Much of this mixing surely also hurts Fairfax locals who compete with outsiders. Fairfax residents who drive to other counties to eat restaurant meals take business away from Fairfax restaurants. Fairfax firms that hire workers living in other counties take jobs away from Fairfax workers. Fairfax people who read books and blogs written by outsiders take readers away from Fairfax authors. Sure, sometimes we benefit from mixing with outsiders, and sometimes enough to compensate for losses to locals. But no one can prove that this is always the case, or even usually the case.

So, dear fellow Fairfax folks, we simply must be more careful! I’m not saying we should never interact with outsiders, but we must be more selective. There must be oversight – we can’t just let any of us decide for themselves how much they’ll pollute or harm the rest of us.

Convinced? No? What if Ramone had talked about Virginia, instead of Fairfax – would he have made sense then? If not, then why would the same arguments make sense when applied to the United States? Sure clever folk can think up arguments that apply better to nations than to states or counties, just as they can think up reasons why it is better to let in goods or investments than workers. But it seems quite unlikely that such arguments are actually the main reason most people more easily accept exchanging people between counties and states than between nations, or accept outside goods and investment more than workers.

It seems far more likely that people are invoking ancient classifications and fears, regardless of their appropriateness for today’s world. We probably habitually see the invasion of people as more threatening than things, and see workers from other counties and states more as “us”, relative to “them” from other nations.
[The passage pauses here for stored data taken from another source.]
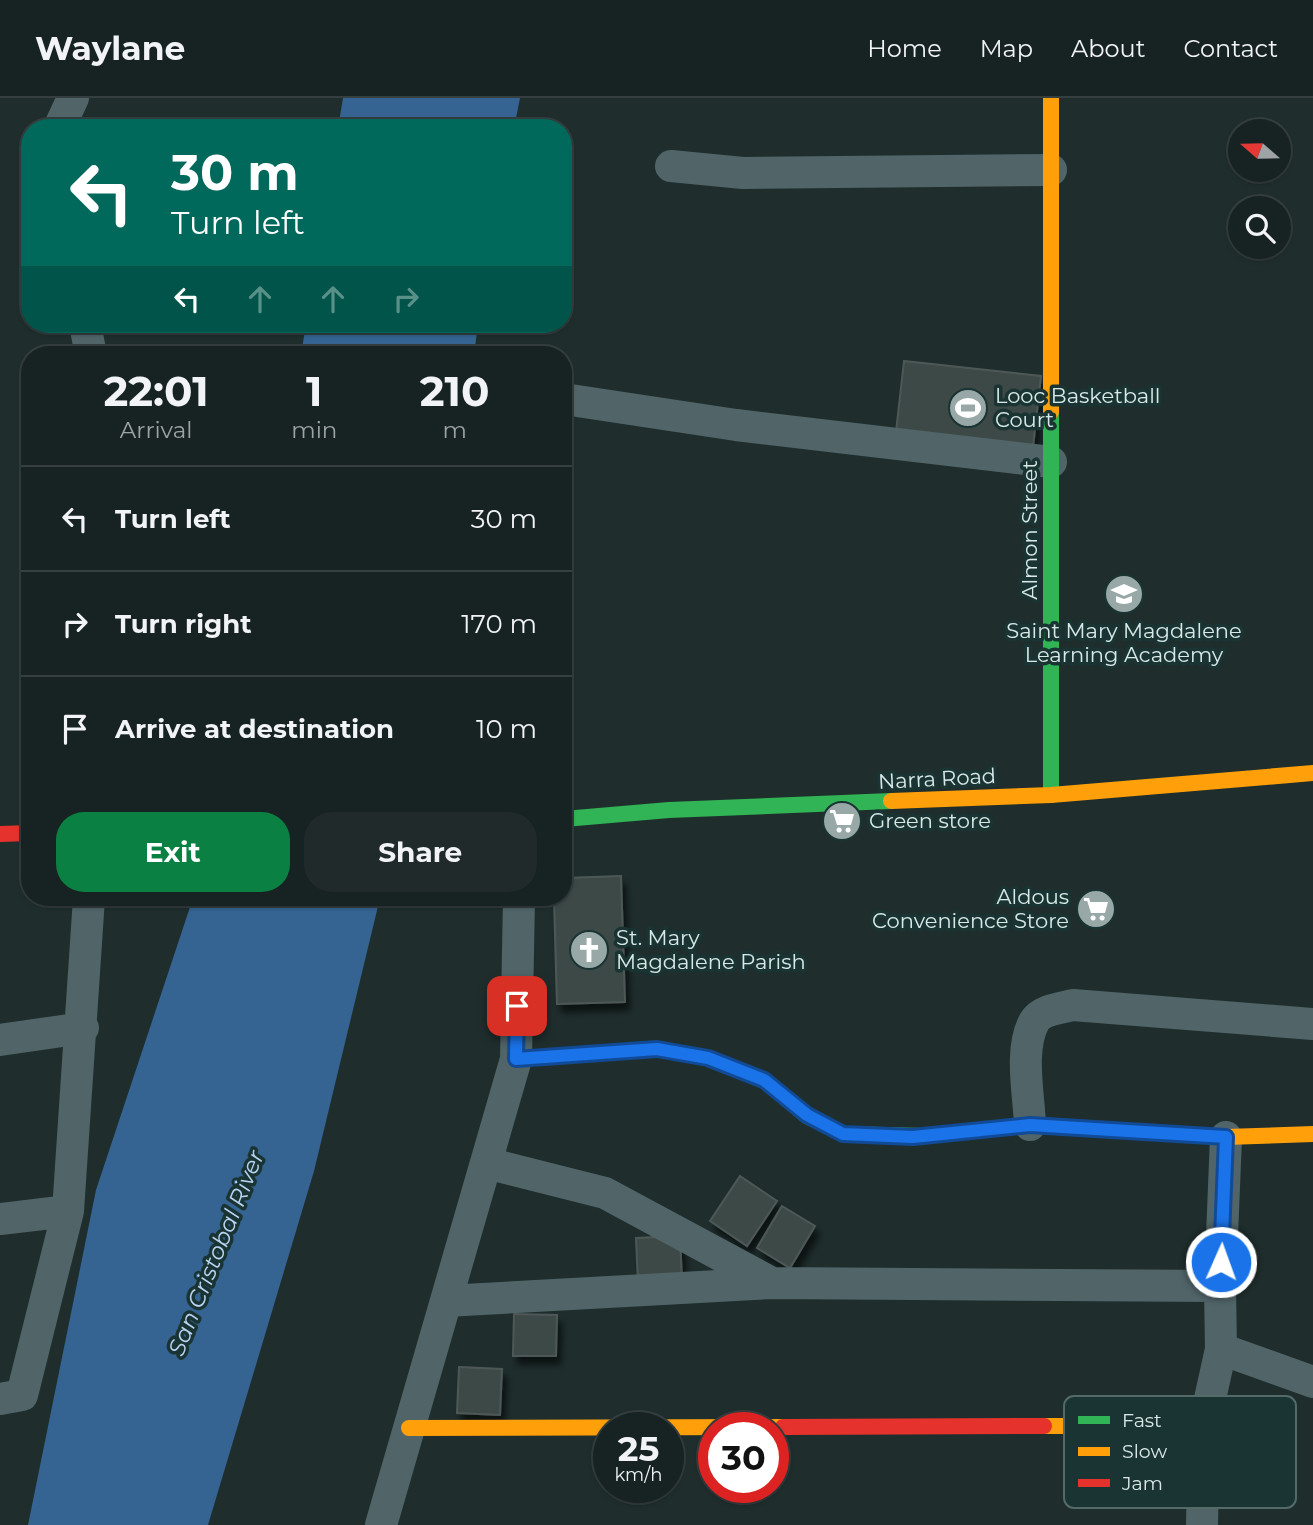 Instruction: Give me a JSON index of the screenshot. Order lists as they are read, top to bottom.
{
  "streets": {
    "street": ["Almon Street", "Narra Road"]
  },
  "crossings": [
    ["Almon Street", "Narra Road"]
  ],
  "water": ["San Cristobal River"],
  "places": {
    "sports": ["Looc Basketball Court"],
    "school or university": ["Saint Mary Magdalene Learning Academy"],
    "supermarket": ["Green store", "Aldous Convenience Store"],
    "church": ["St. Mary Magdalene Parish"]
  },
  "legend": ["Fast", "Slow", "Jam"],
  "north": "left",
  "page": {
    "header": "Waylane",
    "nav": [
      "Home",
      "Map",
      "About",
      "Contact"
    ],
    "turn": ["30 m", "Turn left"],
    "eta": [
      "22:01",
      "Arrival",
      "1",
      "min",
      "210",
      "m"
    ],
    "list": [
      {
        "name": "Turn left",
        "value": "30 m"
      },
      {
        "name": "Turn right",
        "value": "170 m"
      },
      {
        "name": "Arrive at destination",
        "value": "10 m"
      }
    ],
    "buttons": ["Exit", "Share"],
    "speed": "25 km/h",
    "limit": "30"
  }
}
So to believe that our barriers to immigration are for the best, you have to believe in a lucky accident.

Bryan Caplan recently posted on a Michael Clemens article which mentioned: economists typically estimate that eliminating barriers to moving workers would roughly double world GDP, a far bigger gain than eliminating barriers to moving goods or capital! For this reason economists disagree with the public, and favor open immigration:

[In] a questionnaire sent to 210 Ph.D. economists randomly selected from the American Economic Association, … few economists believe that current U.S. immigration levels are too high (16.7%)—although many (29.5%) are neutral on the matter. (more)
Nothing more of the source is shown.